_Task brief:_ Write out the data again exactly, skipping every picture.

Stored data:
********

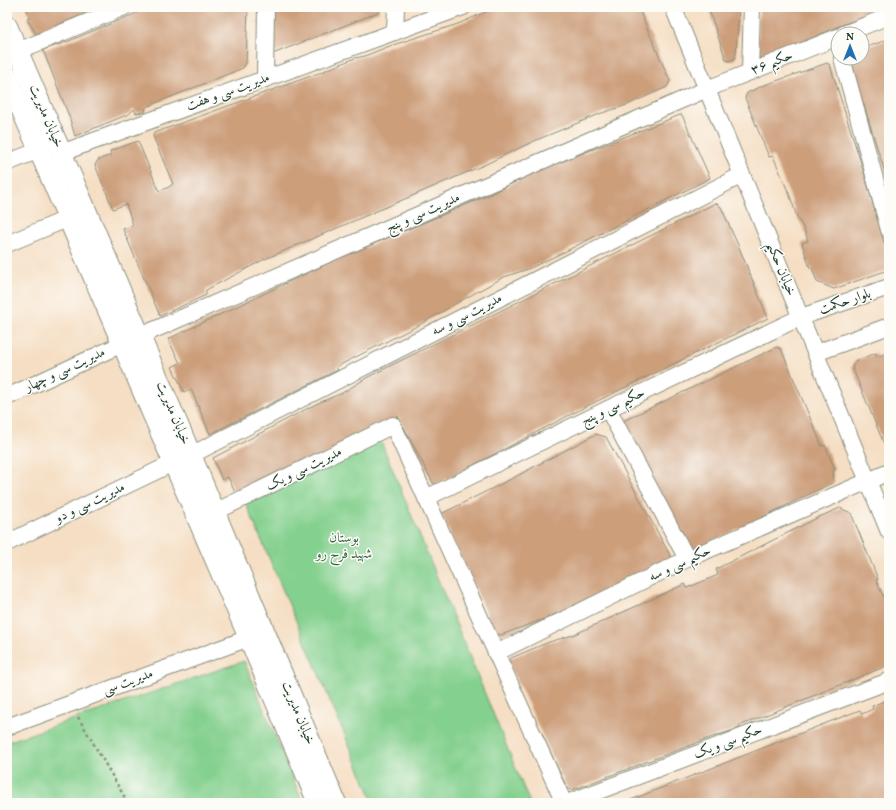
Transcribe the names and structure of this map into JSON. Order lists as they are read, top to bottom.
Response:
{
  "streets": {
    "main road": ["خیابان مدیریت"],
    "street": [
      "حکیم ۳۶",
      "مدیریت سی و هفت",
      "مدیریت سی و پنج",
      "خیابان حکیم",
      "بلوار حکمت",
      "مدیریت سی و سه",
      "مدیریت سی و چهار",
      "حکیم سی و پنج",
      "مدیریت سی و یک",
      "مدیریت سی و دو",
      "حکیم سی و سه",
      "مدیریت سی",
      "حکیم سی و یک"
    ]
  },
  "crossings": [
    ["حکیم ۳۶", "مدیریت سی و پنج"],
    ["حکیم ۳۶", "خیابان حکیم"],
    ["مدیریت سی و هفت", "خیابان مدیریت"],
    ["خیابان مدیریت", "مدیریت سی و پنج"],
    ["خیابان مدیریت", "مدیریت سی و سه"],
    ["خیابان مدیریت", "مدیریت سی و چهار"],
    ["خیابان مدیریت", "مدیریت سی و یک"],
    ["خیابان مدیریت", "مدیریت سی و دو"],
    ["خیابان مدیریت", "مدیریت سی"],
    ["مدیریت سی و پنج", "خیابان حکیم"],
    ["مدیریت سی و پنج", "مدیریت سی و چهار"],
    ["خیابان حکیم", "بلوار حکمت"],
    ["خیابان حکیم", "مدیریت سی و سه"],
    ["خیابان حکیم", "حکیم سی و پنج"],
    ["خیابان حکیم", "حکیم سی و سه"],
    ["بلوار حکمت", "حکیم سی و پنج"],
    ["مدیریت سی و سه", "مدیریت سی و دو"],
    ["حکیم سی و پنج", "مدیریت سی و یک"]
  ],
  "parks": ["بوستان شهید فرح رو"],
  "north": "top"
}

********

_Written response:_
Transcribe the names and structure of this map into JSON. Order lists as they are read, top to bottom.
Response:
{
  "streets": {
    "main road": ["خیابان مدیریت"],
    "street": [
      "حکیم ۳۶",
      "مدیریت سی و هفت",
      "مدیریت سی و پنج",
      "خیابان حکیم",
      "بلوار حکمت",
      "مدیریت سی و سه",
      "مدیریت سی و چهار",
      "حکیم سی و پنج",
      "مدیریت سی و یک",
      "مدیریت سی و دو",
      "حکیم سی و سه",
      "مدیریت سی",
      "حکیم سی و یک"
    ]
  },
  "crossings": [
    ["حکیم ۳۶", "مدیریت سی و پنج"],
    ["حکیم ۳۶", "خیابان حکیم"],
    ["مدیریت سی و هفت", "خیابان مدیریت"],
    ["خیابان مدیریت", "مدیریت سی و پنج"],
    ["خیابان مدیریت", "مدیریت سی و سه"],
    ["خیابان مدیریت", "مدیریت سی و چهار"],
    ["خیابان مدیریت", "مدیریت سی و یک"],
    ["خیابان مدیریت", "مدیریت سی و دو"],
    ["خیابان مدیریت", "مدیریت سی"],
    ["مدیریت سی و پنج", "خیابان حکیم"],
    ["مدیریت سی و پنج", "مدیریت سی و چهار"],
    ["خیابان حکیم", "بلوار حکمت"],
    ["خیابان حکیم", "مدیریت سی و سه"],
    ["خیابان حکیم", "حکیم سی و پنج"],
    ["خیابان حکیم", "حکیم سی و سه"],
    ["بلوار حکمت", "حکیم سی و پنج"],
    ["مدیریت سی و سه", "مدیریت سی و دو"],
    ["حکیم سی و پنج", "مدیریت سی و یک"]
  ],
  "parks": ["بوستان شهید فرح رو"],
  "north": "top"
}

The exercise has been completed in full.